- Type: heap
- Invented: 1978
- Invented by: Jean Vuillemin

Complexities in big O notation

Space complexity

Time complexity
- Function:  / Amortized / Worst case
- Insert:  / Θ(1) / O(log n)
- Find-min:  / Θ(1) / O(1)
- Delete-min:  / Θ(log n) / O(log n)
- Decrease-key:  / Θ(log n) / O(log n)
- Merge:  / Θ(log n) / O(log n)

= Binomial heap =

Data structure that acts as a priority queue

In computer science, a binomial heap is a data structure that acts as a priority queue. It is an example of a mergeable heap (also called meldable heap), as it supports merging two heaps in logarithmic time. It is implemented as a heap similar to a binary heap but using a special tree structure that is different from the complete binary trees used by binary heaps. Binomial heaps were invented in 1978 by Jean Vuillemin.

== Binomial heap ==
A binomial heap is implemented as a set of binomial trees (compare with a binary heap, which has a shape of a single binary tree), which are defined recursively as follows:
- A binomial tree of order 0 is a single node
- A binomial tree of order $k$ has a root node whose children are roots of binomial trees of orders $k-1$, $k-2$, ..., 2, 1, 0 (in this order).

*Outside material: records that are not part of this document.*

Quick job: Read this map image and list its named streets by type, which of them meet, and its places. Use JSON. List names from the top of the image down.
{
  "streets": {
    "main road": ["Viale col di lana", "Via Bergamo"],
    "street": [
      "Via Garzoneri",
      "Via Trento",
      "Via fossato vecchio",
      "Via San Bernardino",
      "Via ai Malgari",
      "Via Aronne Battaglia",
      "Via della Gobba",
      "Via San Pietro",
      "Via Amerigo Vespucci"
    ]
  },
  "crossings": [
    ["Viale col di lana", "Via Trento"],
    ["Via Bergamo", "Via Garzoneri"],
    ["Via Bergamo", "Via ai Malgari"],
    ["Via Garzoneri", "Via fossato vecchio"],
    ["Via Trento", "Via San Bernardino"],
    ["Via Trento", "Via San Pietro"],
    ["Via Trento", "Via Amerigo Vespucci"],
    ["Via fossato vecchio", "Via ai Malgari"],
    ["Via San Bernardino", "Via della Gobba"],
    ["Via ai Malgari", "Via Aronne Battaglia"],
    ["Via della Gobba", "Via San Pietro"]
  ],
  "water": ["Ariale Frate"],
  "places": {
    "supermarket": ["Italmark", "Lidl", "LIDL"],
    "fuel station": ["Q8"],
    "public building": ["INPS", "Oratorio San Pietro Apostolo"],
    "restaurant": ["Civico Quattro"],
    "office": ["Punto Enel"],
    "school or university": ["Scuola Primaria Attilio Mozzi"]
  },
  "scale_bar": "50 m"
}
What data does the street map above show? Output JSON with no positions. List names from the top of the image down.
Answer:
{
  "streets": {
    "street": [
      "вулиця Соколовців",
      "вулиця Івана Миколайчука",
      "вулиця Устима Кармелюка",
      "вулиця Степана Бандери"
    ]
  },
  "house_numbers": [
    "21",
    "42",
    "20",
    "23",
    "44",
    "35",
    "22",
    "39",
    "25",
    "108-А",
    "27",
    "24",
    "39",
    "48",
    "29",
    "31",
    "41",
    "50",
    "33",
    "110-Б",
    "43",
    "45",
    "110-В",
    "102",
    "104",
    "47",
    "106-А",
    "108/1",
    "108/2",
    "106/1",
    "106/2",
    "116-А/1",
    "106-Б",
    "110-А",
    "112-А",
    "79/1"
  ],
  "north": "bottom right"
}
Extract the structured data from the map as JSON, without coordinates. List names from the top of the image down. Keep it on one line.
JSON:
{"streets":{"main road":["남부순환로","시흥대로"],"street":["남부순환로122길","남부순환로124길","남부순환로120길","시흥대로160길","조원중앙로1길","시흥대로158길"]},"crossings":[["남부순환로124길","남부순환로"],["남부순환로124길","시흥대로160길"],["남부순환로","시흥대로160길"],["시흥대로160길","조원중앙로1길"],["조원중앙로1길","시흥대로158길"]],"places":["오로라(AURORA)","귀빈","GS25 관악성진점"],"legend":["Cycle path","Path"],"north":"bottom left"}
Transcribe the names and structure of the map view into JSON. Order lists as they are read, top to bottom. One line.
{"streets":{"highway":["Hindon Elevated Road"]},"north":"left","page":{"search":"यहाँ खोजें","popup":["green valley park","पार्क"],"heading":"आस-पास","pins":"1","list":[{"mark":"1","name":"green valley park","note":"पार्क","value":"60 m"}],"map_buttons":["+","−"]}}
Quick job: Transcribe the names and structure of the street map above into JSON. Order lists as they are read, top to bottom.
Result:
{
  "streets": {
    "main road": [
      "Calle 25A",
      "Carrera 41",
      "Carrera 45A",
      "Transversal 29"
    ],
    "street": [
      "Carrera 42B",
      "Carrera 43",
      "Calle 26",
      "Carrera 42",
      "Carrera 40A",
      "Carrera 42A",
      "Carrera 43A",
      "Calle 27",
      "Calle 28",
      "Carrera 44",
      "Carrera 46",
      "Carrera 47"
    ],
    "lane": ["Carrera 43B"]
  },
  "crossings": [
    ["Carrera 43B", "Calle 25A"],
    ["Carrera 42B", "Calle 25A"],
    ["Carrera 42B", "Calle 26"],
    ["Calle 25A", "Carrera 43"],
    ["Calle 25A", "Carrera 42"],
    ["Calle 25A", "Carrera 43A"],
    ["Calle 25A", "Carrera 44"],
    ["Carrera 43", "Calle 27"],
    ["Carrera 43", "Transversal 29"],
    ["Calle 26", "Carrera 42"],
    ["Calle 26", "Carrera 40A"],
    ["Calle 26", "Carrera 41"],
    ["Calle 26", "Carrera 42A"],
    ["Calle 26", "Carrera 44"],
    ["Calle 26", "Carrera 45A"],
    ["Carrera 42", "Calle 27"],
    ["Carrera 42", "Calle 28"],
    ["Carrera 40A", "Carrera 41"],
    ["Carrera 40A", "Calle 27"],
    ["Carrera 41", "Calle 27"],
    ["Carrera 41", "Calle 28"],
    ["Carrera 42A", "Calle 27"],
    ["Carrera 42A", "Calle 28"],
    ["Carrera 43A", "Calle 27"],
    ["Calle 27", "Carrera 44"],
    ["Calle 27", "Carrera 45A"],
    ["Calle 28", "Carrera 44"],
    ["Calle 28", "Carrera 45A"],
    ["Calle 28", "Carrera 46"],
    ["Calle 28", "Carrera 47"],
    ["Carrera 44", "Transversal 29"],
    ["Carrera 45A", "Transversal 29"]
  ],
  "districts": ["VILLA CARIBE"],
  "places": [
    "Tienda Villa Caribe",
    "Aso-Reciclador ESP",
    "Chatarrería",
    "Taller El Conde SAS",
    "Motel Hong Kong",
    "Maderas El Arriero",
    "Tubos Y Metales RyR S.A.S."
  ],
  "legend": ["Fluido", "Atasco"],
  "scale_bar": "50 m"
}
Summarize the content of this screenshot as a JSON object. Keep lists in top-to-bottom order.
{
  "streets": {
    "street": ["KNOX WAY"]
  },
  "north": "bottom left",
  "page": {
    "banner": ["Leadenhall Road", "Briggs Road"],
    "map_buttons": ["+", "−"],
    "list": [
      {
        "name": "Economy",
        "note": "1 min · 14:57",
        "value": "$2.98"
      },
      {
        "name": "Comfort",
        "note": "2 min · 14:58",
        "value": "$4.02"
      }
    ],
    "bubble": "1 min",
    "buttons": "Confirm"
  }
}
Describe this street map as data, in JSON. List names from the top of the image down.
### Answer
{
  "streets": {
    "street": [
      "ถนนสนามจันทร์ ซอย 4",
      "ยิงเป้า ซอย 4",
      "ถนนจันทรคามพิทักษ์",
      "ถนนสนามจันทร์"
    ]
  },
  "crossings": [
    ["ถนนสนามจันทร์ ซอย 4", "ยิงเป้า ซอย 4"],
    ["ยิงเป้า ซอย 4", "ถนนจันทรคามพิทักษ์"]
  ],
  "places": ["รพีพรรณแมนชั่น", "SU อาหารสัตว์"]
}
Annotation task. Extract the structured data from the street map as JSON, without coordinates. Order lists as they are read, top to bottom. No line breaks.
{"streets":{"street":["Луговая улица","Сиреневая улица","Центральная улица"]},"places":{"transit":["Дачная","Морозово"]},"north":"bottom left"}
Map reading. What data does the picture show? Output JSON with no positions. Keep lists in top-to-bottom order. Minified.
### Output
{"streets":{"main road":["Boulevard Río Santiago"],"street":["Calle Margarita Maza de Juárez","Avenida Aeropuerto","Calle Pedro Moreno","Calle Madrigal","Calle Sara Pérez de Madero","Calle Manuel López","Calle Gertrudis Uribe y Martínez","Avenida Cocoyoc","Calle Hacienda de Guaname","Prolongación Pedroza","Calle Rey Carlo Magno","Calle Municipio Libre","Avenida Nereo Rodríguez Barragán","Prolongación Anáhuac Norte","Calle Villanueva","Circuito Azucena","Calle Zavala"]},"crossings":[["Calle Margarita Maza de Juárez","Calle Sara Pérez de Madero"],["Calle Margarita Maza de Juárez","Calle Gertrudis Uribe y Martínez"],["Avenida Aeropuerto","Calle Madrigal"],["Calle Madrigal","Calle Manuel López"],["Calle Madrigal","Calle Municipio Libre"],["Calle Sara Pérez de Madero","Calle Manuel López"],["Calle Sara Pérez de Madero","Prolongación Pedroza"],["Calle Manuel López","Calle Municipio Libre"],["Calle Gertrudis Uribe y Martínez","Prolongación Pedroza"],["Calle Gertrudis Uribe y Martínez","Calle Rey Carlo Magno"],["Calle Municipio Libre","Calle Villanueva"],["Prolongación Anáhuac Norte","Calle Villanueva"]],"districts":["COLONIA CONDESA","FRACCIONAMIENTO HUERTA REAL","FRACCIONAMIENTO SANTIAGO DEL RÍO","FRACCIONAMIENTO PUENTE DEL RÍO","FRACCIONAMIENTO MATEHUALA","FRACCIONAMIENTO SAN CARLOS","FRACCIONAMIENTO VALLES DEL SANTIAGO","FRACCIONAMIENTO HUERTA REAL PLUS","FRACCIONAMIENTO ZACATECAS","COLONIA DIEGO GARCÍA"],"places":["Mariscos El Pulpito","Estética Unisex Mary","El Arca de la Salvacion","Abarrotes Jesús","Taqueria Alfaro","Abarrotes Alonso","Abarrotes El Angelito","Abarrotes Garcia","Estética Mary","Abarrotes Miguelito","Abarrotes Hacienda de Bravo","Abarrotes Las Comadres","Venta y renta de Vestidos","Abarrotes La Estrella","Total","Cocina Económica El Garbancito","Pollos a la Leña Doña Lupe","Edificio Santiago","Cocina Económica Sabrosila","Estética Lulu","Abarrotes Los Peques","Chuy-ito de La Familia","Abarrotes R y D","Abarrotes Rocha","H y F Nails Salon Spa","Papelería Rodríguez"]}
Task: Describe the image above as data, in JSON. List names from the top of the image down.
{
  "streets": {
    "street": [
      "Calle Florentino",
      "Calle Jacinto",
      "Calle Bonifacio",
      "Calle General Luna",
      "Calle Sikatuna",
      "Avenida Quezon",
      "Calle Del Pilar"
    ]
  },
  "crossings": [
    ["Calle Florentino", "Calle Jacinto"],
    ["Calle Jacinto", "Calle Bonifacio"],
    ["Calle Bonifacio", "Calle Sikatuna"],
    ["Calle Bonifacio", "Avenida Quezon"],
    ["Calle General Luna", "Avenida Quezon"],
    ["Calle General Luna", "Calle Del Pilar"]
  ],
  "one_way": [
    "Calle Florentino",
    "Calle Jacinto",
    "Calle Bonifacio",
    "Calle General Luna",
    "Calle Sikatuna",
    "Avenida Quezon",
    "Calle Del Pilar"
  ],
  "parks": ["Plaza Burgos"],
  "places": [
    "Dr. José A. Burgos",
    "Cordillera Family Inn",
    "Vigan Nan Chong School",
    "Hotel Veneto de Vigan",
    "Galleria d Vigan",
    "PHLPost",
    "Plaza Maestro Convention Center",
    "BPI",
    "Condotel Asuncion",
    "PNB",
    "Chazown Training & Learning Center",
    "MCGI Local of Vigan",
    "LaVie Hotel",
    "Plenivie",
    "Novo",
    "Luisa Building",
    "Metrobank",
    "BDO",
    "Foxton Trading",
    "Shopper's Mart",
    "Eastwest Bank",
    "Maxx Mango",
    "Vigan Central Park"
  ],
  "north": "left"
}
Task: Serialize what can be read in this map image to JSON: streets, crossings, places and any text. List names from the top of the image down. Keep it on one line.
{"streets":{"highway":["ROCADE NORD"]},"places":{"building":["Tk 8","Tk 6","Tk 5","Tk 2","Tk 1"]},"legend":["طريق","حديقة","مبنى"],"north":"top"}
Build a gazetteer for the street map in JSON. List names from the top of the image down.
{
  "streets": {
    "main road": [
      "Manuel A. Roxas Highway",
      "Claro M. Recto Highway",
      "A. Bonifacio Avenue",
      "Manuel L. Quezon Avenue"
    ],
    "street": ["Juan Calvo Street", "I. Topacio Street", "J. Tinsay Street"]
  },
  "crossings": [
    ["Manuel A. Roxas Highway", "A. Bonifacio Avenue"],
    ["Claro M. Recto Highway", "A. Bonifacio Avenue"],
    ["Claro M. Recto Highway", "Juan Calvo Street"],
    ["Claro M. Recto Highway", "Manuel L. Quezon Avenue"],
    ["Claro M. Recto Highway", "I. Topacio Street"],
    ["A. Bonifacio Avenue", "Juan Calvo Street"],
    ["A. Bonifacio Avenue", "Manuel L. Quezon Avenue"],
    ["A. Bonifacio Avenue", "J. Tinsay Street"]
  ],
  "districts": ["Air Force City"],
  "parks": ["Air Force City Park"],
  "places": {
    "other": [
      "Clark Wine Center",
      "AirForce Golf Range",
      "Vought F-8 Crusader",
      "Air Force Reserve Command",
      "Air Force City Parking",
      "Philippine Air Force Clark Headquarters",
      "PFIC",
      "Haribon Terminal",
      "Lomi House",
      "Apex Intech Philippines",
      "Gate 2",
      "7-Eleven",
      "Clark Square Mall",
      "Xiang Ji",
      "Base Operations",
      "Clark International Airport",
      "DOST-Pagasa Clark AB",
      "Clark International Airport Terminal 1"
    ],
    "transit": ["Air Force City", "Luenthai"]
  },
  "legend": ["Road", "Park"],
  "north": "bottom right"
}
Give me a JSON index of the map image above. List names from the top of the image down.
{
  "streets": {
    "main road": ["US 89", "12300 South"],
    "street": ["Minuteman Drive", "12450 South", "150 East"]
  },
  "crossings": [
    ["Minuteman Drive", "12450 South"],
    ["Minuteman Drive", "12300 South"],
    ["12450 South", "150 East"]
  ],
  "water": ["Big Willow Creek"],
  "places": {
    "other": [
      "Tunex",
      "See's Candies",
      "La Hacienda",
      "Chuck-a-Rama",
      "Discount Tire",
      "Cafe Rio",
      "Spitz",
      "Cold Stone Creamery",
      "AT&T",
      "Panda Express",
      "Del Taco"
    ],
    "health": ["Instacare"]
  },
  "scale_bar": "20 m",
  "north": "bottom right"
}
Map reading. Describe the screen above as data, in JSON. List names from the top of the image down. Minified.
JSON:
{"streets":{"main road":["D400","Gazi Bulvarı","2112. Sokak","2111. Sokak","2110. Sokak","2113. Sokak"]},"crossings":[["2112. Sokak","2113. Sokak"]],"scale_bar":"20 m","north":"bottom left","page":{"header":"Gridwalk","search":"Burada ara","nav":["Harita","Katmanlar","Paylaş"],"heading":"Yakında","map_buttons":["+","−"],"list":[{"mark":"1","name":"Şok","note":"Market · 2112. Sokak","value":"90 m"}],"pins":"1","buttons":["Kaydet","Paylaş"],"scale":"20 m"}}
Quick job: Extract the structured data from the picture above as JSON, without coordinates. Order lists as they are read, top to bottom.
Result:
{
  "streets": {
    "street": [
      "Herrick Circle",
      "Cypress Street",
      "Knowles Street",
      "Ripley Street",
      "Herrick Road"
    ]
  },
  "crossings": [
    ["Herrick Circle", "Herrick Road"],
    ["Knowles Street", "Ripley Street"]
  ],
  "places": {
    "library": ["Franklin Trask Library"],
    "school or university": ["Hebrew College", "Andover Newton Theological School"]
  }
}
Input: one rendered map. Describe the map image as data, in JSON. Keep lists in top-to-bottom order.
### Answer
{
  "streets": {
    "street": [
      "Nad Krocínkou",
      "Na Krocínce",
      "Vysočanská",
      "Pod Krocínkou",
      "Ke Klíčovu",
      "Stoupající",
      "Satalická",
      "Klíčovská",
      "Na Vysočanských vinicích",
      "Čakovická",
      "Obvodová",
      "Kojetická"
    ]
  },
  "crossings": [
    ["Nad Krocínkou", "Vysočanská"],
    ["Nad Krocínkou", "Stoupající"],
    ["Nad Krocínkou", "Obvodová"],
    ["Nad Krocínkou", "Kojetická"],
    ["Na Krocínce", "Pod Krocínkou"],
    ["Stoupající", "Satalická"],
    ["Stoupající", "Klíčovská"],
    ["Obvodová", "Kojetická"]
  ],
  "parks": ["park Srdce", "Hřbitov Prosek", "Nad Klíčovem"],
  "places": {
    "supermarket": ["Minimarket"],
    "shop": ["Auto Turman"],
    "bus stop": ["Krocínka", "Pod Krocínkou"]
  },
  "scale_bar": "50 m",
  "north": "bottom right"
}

Binomial trees of order 0 to 3: Each tree has a root node with subtrees of all lower ordered binomial trees, which have been highlighted. For example, the order 3 binomial tree is connected to an order 2, 1, and 0 (highlighted as blue, green and red respectively) binomial tree.

A binomial tree of order $k$ has $2^k$ nodes, and height $k$.
The name comes from the shape: a binomial tree of order $k$ has $\tbinom k d$ nodes at depth $d$, a binomial coefficient.
Because of its structure, a binomial tree of order $k$ can be constructed from two trees of order $k-1$ by attaching one of them as the leftmost child of the root of the other tree. This feature is central to the merge operation of a binomial heap, which is its major advantage over other conventional heaps.

== Structure of a binomial heap ==
A binomial heap is implemented as a set of binomial trees that satisfy the binomial heap properties:
- Each binomial tree in a heap obeys the minimum-heap property: the key of a node is greater than or equal to the key of its parent.
- There can be at most one binomial tree for each order, including zero order.
The first property ensures that the root of each binomial tree contains the smallest key in the tree. It follows that the smallest key in the entire heap is one of the roots.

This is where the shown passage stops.